The problem is so bad that TAS currently has a waiting list for residents to return their pets, while shelters in nearby towns such as Richmond Hill and abroad are filling up as well. However, the Toronto Humane Society has reported that they haven’t seen such a surge in surrenders so far this year.
(1/2) Hello! We are pleased to report that there has been no increase in the number of pet returns/deliveries due to COVID-19 at Toronto Humane Society. Our services help pet parents and their pets stay together. Some of these include urgent foster care programs, pet food bank, and pet support network.
— Toronto Humane Society (@THS_tweet) August 3, 2021
One of the main reasons is that people are going back to the office after working from home for so long, the city poor told CP24, with larger breeds, pets with high energy levels and/or exhibiting separation anxiety that turn out to be much more likely be returned.
Other factors include the rising cost of pet food and other pet supplies amid skyrocketing inflation rates.
Many people think that what they/we do is selfless when it is for selfish reasons that we choose to have a pet.
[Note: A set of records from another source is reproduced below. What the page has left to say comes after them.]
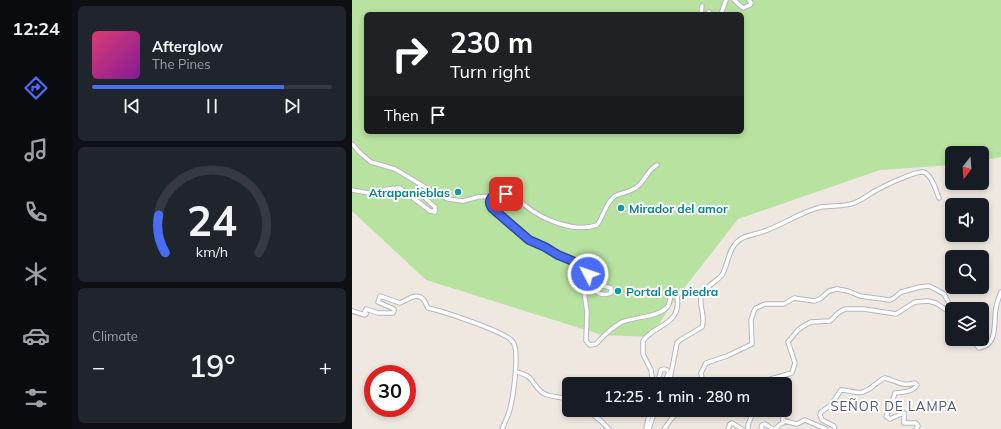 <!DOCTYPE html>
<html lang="en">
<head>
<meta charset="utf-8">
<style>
  :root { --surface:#171b24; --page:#20242c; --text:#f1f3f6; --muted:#9ea1a6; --line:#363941; --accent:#486cf3 }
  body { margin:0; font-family:Mulish,sans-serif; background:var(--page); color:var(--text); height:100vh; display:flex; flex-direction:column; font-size:15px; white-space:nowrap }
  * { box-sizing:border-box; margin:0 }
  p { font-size:13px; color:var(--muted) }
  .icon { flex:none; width:22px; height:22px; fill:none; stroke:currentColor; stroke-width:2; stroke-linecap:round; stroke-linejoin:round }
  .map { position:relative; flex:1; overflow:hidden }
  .sheet { display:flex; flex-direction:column; gap:6px; padding:6px; background:#0d0f14; width:280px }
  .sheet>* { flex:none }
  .top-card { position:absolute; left:12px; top:12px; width:380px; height:122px; border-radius:6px; box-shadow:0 2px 6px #0003; background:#202124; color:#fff; overflow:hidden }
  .needle { width:26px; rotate:197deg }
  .fabs { position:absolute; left:593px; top:146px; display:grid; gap:8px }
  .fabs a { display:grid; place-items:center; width:44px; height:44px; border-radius:6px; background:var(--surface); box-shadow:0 2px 6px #0003; font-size:20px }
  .speed { position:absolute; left:12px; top:365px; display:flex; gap:8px; font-size:20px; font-weight:700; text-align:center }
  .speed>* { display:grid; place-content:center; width:52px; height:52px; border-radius:50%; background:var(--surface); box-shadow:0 2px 6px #0003; line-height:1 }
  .speed .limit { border:6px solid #d22; background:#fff; color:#111 }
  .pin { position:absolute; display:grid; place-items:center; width:34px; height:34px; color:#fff; margin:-17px; border-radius:8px; box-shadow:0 2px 6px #0006 }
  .me { position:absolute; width:44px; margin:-22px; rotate:311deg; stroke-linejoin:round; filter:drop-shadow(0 0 3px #0008) }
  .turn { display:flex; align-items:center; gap:14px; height:84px; padding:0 20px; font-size:18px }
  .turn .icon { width:52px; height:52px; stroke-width:2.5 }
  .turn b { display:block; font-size:28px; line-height:34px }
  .then { display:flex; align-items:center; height:38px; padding:0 20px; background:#0003; gap:8px; font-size:15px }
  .big { font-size:30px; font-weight:600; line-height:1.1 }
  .sheet .tile { flex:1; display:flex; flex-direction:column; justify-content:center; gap:6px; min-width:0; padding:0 14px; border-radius:6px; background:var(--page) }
  .sheet .dial { align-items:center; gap:0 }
  .dial svg { height:104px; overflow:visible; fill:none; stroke:var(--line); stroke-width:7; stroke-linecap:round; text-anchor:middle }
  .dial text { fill:var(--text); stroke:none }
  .song { display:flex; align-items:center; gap:12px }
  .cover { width:48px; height:48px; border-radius:6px; background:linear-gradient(135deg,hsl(340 70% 55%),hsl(290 70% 35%)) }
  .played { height:4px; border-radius:2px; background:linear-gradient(90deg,var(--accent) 80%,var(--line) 80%) }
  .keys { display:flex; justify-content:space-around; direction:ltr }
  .heat { display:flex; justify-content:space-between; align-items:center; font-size:22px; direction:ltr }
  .trip { position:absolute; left:210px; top:377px; width:230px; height:40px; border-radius:6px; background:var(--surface); box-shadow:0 2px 6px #0003; font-weight:600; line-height:40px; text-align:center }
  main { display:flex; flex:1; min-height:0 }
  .tab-bar { display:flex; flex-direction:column; width:72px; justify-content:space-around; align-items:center; background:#090b0e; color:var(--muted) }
  .tab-bar .icon { width:28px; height:28px }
  .tab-bar .current { color:var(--accent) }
  .tab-bar b { font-size:18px; color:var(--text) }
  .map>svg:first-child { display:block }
</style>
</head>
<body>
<main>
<nav class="tab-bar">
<b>12:24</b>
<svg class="icon current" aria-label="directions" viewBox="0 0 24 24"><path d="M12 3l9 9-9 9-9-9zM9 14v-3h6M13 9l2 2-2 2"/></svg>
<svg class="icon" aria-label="music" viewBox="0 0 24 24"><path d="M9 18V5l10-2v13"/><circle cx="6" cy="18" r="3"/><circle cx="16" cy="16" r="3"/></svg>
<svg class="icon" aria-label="phone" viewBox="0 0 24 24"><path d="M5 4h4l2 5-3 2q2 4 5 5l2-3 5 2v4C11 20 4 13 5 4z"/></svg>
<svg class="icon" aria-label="climate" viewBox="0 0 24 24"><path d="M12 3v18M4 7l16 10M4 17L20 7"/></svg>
<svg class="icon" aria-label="car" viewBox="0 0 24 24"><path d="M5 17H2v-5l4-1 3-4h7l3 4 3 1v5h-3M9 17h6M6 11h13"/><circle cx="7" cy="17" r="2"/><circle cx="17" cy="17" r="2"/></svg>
<svg class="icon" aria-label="filters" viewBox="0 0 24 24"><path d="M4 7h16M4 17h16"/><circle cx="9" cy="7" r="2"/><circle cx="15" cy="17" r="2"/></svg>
</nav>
<section class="sheet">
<div class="tile">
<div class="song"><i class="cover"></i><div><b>Afterglow</b><p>The Pines</p></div></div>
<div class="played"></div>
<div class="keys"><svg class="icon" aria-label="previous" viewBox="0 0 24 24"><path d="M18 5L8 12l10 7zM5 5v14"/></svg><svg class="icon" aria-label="pause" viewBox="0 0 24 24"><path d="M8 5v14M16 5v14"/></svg><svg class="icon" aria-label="next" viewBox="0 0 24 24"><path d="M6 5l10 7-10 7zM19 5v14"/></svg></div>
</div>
<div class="tile dial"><svg viewBox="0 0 100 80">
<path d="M14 69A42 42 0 1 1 86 69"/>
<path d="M14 69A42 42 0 0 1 9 40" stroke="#486cf3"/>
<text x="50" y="56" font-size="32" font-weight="700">24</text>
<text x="50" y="72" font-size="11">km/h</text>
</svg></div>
<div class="tile"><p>Climate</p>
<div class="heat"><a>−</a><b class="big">19°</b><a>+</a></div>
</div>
</section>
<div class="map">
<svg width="649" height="429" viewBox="0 0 649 429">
  <rect width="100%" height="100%" fill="#eee8e1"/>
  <path fill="#b8e2a0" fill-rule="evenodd" d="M0 0H649V157L630 161V153H600V165L528 170 386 219 319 305 299 337 250 335 74 280 0 211ZM14 14H390V132H14Z"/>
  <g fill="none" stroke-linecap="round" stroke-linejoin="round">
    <defs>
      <g id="minor">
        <path d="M382 0 391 8 398 5 399 3 397 0"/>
        <path d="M349 14 350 6"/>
        <path d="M355 14 357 12 358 14"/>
        <path d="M369 14 374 0"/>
        <path d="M0 144 9 154 19 162 43 169 78 190 96 199 111 201 126 197 159 195C165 197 169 202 174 206 191 220 223 233 245 225 252 216 253 203 263 196 271 192 280 192 286 186 294 180 295 170 305 165"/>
        <path d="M0 190 22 194 35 189 48 188 78 211 83 212V207L71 196 67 188 68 184"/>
        <path d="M140 197C137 201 137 203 140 208L177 239 193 247 205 255 223 262 230 266 245 284 259 288V293C243 300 238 280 226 279L225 280 232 291 235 312 234 341 238 345 244 344C252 335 259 328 270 322 281 317 309 317 316 306 318 303 318 298 319 294H323L325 296C330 326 302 324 291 341V354L299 370 301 384"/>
        <path d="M0 311 13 315 14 314 13 311 14 309 26 313H41L42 311V309L26 302 28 296 48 303C55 300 64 292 71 299 74 302 74 305 76 308 90 311 155 332 161 342 168 352 161 397 158 409 156 416 153 422 150 429"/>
        <path d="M619 339 627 348C647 345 641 322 644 308 645 302 647 297 649 292"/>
        <path d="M164 372C184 376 179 385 191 393 199 398 209 396 217 400"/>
        <path d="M305 384 309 370 312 369 315 370 317 372 312 384"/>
        <path d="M317 384 325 343 328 340 350 327C354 317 347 307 349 297 352 287 364 282 370 275 376 265 376 250 385 242 391 235 402 235 410 232 431 225 448 212 469 207 480 205 492 207 502 203 510 200 516 195 523 191 532 186 563 171 571 172 580 174 584 191 587 198"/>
        <path d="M351 384 349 373 354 363 375 356 400 344 399 320 402 311 404 308 413 304H432L442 298 462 301 468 299 477 291 485 289 496 291 508 296 538 300 542 298 549 292 568 287 577 286 585 290 592 294 600 309"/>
        <path d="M410 384 419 379 440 373 443 363 436 342 446 330 453 325 459 322 478 321 486 313 493 309H512L544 314 563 302 576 301 584 303 600 314"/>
        <path d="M235 410 249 421 257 429"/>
        <path d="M431 410V423"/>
        <path d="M294 429 298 410"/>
        <path d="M297 429 303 410"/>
        <path d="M312 429 320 418 329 410"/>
        <path d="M376 429 378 424 380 423 390 429"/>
        <path d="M396 429V425L402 410"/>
        <path d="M409 429 410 425 413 424 421 429"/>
        <path d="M423 429 432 421 445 424 453 420 474 429"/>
        <path d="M483 429 482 426 470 420 468 415 469 412 479 405 489 390C496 390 504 394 511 392 520 389 525 381 533 378 545 381 550 387 563 383L565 385C561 392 551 392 543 393L538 409 534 416 538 419 551 413H552V423H564L566 426 564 429"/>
      </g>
    </defs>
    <use href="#minor" stroke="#b4b7c0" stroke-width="5.5"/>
    <use href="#minor" stroke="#fff" stroke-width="3.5"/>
  </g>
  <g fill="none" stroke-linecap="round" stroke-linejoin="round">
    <defs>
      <path id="route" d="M154 194 140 197C137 201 137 203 140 208L177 240 193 247 206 255 223 262 230 266 236 274"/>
    </defs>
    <use href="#route" stroke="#2f469e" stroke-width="10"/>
    <use href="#route" stroke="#486cf3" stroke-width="7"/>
  </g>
  <g fill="#0f9aa8" stroke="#fff" stroke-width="1.5">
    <circle cx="106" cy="192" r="4"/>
    <circle cx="269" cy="208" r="4"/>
    <circle cx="266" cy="291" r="4"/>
  </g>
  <g text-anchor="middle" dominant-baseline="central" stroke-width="4" stroke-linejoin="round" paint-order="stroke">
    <g font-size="12" font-weight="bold" fill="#0d838f" stroke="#fff" text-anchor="start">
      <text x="98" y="192" text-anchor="end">Atrapanieblas</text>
      <text x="277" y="208">Mirador del amor</text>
      <text x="274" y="291">Portal de piedra</text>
    </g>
    <g font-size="13" letter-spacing="1" fill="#4f587d" stroke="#fff">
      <text x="542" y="406">SEÑOR DE LAMPA</text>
    </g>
  </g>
</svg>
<div class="fabs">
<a><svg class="needle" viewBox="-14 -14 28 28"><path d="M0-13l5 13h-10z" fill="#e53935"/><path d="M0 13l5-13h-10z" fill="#9ea1a6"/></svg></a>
<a><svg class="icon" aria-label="sound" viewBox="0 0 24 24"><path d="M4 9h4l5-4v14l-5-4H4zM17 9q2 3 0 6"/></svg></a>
<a><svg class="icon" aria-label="search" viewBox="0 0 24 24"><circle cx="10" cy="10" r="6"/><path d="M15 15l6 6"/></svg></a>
<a><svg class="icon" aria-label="layers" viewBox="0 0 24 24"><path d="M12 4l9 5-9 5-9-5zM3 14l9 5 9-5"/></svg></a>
</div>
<div class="speed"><div class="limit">30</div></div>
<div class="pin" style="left:154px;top:194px;background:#d93025"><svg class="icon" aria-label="arrive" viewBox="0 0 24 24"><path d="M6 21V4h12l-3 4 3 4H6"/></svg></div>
<svg class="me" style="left:236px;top:274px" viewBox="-20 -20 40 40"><circle r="17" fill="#486cf3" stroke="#fff" stroke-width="3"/><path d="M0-11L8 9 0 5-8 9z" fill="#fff"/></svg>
<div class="trip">12:25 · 1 min · 280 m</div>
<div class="top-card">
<div class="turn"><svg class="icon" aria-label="right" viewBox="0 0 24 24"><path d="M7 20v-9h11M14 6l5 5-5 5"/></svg><div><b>230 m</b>Turn right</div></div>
<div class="then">Then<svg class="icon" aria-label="arrive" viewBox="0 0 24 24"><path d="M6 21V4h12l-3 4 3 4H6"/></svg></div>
</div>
</div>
</main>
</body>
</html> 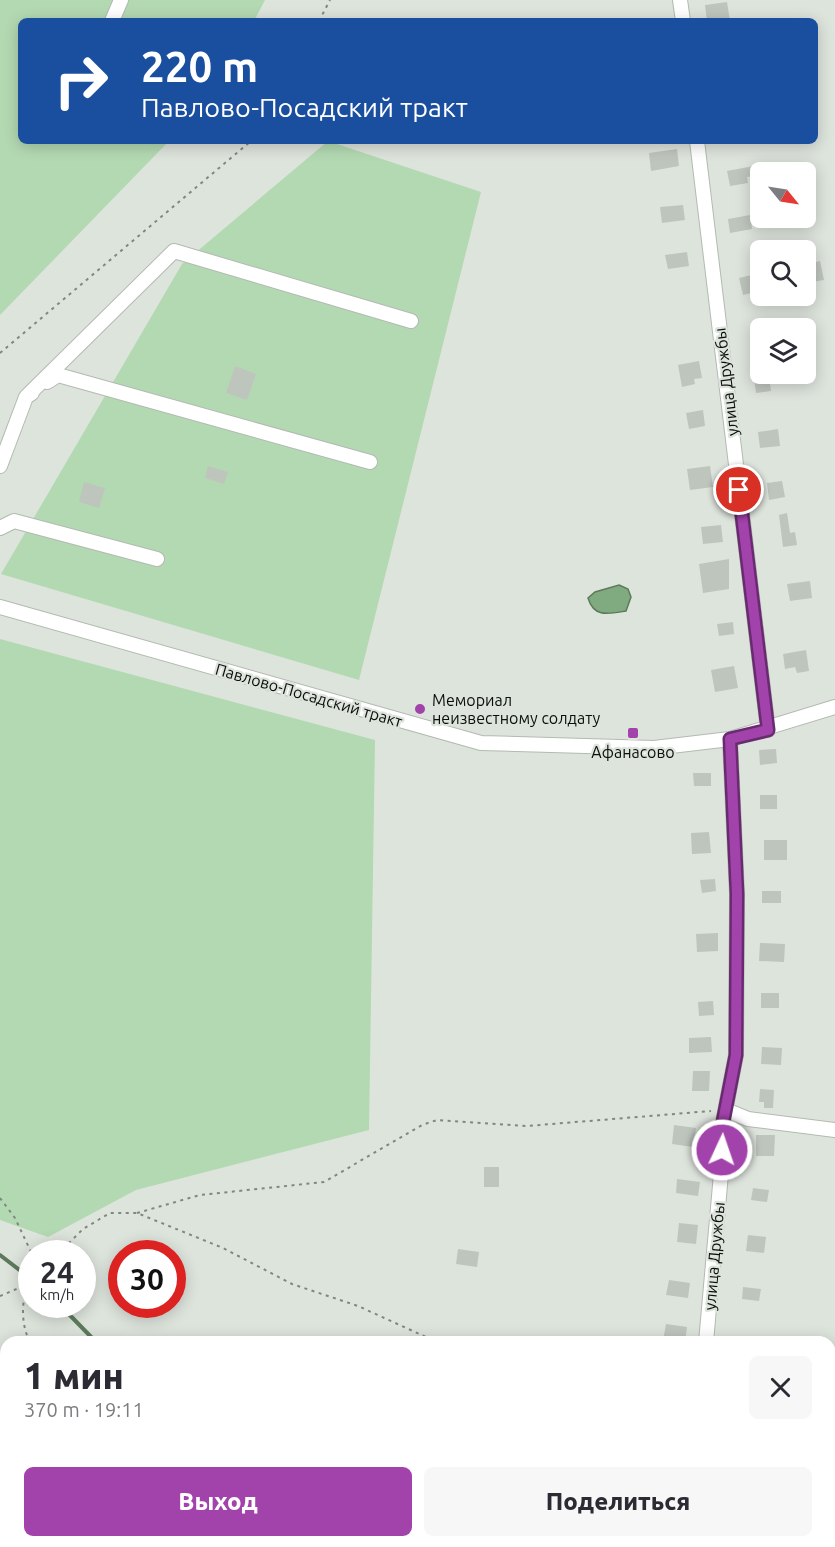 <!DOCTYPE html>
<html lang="ru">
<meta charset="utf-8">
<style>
body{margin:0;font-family:Ubuntu,sans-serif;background:#f7f7f7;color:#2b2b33;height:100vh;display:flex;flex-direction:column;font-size:22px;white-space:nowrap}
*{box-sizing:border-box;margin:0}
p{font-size:20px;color:#7c7c81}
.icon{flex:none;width:33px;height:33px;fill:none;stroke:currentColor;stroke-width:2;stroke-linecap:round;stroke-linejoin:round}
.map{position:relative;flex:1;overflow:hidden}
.details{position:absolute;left:0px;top:1336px;width:836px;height:212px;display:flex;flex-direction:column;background:#fff;border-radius:18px 18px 0 0;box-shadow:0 3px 15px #0003}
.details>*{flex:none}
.banner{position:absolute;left:18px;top:18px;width:800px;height:126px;border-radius:9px;box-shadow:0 3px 15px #0003;background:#1a4fa0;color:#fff;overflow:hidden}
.needle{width:39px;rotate:120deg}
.fabs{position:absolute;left:750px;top:162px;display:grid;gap:12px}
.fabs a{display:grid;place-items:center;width:66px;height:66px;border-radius:9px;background:#fff;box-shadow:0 3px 15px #0003;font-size:30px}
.speed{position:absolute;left:18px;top:1240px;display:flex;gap:12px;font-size:30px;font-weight:700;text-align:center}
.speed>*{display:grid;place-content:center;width:78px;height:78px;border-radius:50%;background:#fff;box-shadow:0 3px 15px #0003;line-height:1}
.speed small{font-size:15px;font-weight:400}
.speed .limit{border:9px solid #d22;background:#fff;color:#111}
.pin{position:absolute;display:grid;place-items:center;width:51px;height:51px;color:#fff;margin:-26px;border:3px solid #fff;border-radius:50%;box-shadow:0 2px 6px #0007}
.me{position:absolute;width:66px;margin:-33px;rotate:3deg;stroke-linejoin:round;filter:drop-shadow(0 0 4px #0008)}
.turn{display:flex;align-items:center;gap:21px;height:126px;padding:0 24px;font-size:27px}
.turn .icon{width:78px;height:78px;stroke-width:2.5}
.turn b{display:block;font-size:42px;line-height:51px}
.round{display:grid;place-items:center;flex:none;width:63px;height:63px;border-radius:9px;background:#f7f7f7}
.overview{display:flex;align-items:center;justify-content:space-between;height:102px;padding:0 24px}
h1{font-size:36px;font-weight:800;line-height:45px}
.primary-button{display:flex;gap:12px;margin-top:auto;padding:12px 24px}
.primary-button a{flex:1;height:69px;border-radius:9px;background:#a242ab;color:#fff;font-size:24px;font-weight:800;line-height:69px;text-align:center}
.primary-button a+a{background:#f7f7f7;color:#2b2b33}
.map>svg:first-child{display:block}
.green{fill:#b3d9b2}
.water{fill:#80aa7f;stroke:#5d7b5c;stroke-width:1.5}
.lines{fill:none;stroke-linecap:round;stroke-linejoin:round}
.stream{stroke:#5d7b5c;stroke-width:4}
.building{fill:#bec5bd}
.minor-casing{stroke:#b3bab2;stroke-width:16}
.path{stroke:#818681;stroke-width:2;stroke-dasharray:3 4.5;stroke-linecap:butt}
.minor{stroke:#fff;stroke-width:14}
.route-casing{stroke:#692b6f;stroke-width:15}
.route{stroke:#a242ab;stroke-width:10}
.poi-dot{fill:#a242ab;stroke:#dde4dc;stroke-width:2}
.labels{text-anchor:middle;stroke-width:4.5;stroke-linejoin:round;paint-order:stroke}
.street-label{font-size:16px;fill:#0c0e0c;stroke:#dde4dc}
.poi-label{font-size:16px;fill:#0c0e0c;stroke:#dde4dc;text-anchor:start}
</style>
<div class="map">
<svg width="835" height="1547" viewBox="0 0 835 1547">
<rect width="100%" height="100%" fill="#dde4dc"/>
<path class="green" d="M0 0H265L254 21H21V141H169L0 315Z
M328 141 481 192 359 680 1 574 182 264Z
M0 639 375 740 369 1130 136 1190 48 1237 0 1220Z"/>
<path class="water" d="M619 585 628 589 631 597 626 611C608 614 594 618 588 598L595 592Z
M0 1392 6 1394V1542H146L148 1547H0Z"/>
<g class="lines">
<path class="stream" d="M0 1255 26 1275
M60 1305 96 1342
M200 1542 201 1547"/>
</g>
<path class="building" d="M727 2 730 21H707L705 5Z
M677 149 679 166 651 171 649 153Z
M754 166 755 176 747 177 748 183 730 186 727 171Z
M683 205 685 220 662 223 660 207Z
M750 215 752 229 730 233 728 219Z
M687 252 689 266 668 269 665 255Z
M820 261 824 280 806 283V264Z
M760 273V291L743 295 739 278Z
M699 361 702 378 694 379 695 384 682 387 678 365Z
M235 366 256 374 247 400 226 393Z
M769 377 771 391 756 393 754 379Z
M703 410 705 426 689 429 686 413Z
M778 429 780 446 760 448 758 432Z
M208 466 228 472 224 484 205 478Z
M710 466 713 487 690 490 687 469Z
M782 481 785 497 769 500 767 483Z
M84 482 105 488 99 508 79 502Z
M787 513 790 533 795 532 797 545 783 547 779 515Z
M721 525 723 542 703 544 701 527Z
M729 559V589L703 593 699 564Z
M810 581 812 598 790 601 787 584Z
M733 622 734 634 719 636 717 624Z
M806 650 809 671 797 673 795 667 785 669 783 654Z
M734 666 738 688 715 692 711 670Z
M776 749 777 763 760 765 759 750Z
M693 773H711V786H694Z
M760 795H777V809H760Z
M709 832 711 853 692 854 691 833Z
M764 840H787V860H764Z
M715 879 716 891 702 893 700 880Z
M762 891H781V903H762Z
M718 933V951L697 952 696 934Z
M760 943 785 944 784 962 759 961Z
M761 993H779V1008H761Z
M713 1001 714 1015 699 1016 698 1002Z
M711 1037 712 1052 689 1053V1038Z
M762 1047 782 1048 781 1065 761 1064Z
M693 1071H710L709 1091H692Z
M760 1089 774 1090 773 1108H764V1102H759Z
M674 1125 696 1128 693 1147 672 1144Z
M756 1135H775L774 1156H756Z
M484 1167H499V1187H484Z
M677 1179 700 1182 698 1196 676 1193Z
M753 1188 769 1190 767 1202 751 1200Z
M679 1223 698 1225 696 1244 677 1242Z
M748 1235 766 1237 764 1253 746 1251Z
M458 1249 479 1252 477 1267 456 1264Z
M669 1280 690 1283 688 1298 666 1295Z
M743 1287 761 1289 759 1301 742 1299Z
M666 1324 687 1327 685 1342 663 1341Z"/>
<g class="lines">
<g class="minor-casing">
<path id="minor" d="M680 0 683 21
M112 21 121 0
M697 141 768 730
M47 382 58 375 370 462
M26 397 174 251 411 321
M0 466 26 397 32 393
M0 528 14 521 157 559
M0 607 481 743 654 748 730 739 835 707
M726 1110 748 1119 835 1130
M706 1342 721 1174 722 1127 736 1055 737 894 730 739
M669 1547 670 1542"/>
</g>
<path class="path" d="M319 21 330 0
M0 353 251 141
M0 1198 15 1218 32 1254
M137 1213 200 1195 324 1182 422 1125 437 1120 527 1126 711 1111
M58 1254 83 1229 110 1213H137L223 1248 292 1284 358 1306 437 1342
M0 1296 26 1285 32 1280
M30 1342C19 1321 22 1294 32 1272
M0 1367 6 1369
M168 1542 171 1547
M424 1547 426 1542"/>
<use href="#minor" class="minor"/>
</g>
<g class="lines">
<g class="route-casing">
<path id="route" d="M722 1150V1127L736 1055 737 894 730 739 768 730 739 490"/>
</g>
<use href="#route" class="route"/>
</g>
<g class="poi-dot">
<circle cx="420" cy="709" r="6"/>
<rect x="627" y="727" width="12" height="12" rx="3"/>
</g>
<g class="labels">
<g class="street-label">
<text transform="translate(726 382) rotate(-97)" y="6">улица Дружбы</text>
<text transform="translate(309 695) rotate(16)" y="6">Павлово-Посадский тракт</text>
<text transform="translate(714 1256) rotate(-85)" y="6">улица Дружбы</text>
</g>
<g class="poi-label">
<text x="432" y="706">Мемориал<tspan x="432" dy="18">неизвестному солдату</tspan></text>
<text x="633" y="758" text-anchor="middle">Афанасово</text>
</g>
</g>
</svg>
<div class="fabs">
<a><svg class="needle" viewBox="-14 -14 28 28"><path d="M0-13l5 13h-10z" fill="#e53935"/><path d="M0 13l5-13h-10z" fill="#7c7c81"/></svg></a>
<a><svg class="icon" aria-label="search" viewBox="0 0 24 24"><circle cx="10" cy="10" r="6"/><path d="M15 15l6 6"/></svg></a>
<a><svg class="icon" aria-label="layers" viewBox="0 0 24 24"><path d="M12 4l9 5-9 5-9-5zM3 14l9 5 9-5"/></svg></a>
</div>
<div class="speed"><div>24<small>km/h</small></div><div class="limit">30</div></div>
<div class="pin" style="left:739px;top:490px;background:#d93025"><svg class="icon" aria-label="arrive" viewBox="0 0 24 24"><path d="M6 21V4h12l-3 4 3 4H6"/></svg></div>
<svg class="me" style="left:722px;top:1150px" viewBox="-20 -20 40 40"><circle r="17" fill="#a242ab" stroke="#fff" stroke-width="3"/><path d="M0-11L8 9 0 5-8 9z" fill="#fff"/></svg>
<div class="banner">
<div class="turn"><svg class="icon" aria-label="right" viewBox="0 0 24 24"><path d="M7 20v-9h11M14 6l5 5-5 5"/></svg><div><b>220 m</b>Павлово-Посадский тракт</div></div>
</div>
<section class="details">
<div class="overview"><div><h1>1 мин</h1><p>370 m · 19:11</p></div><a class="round"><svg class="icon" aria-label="close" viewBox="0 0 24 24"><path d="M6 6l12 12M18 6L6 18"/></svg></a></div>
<div class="primary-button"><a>Выход</a><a>Поделиться</a></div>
</section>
</div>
It’s a narrow road when it comes to that split – either we give them the life and love they deserve or when the going gets tough (cost/health) animals are disposable.
— Ontario Gardener of Truth (@SoulofHonesty1) July 5, 2022
Unfortunately, it is not an uncommon phenomenon for people to take the responsibility of living without giving it much thought or being able to care for them, with rabbits routinely adopted before Easter and returning shortly after each year as just one example.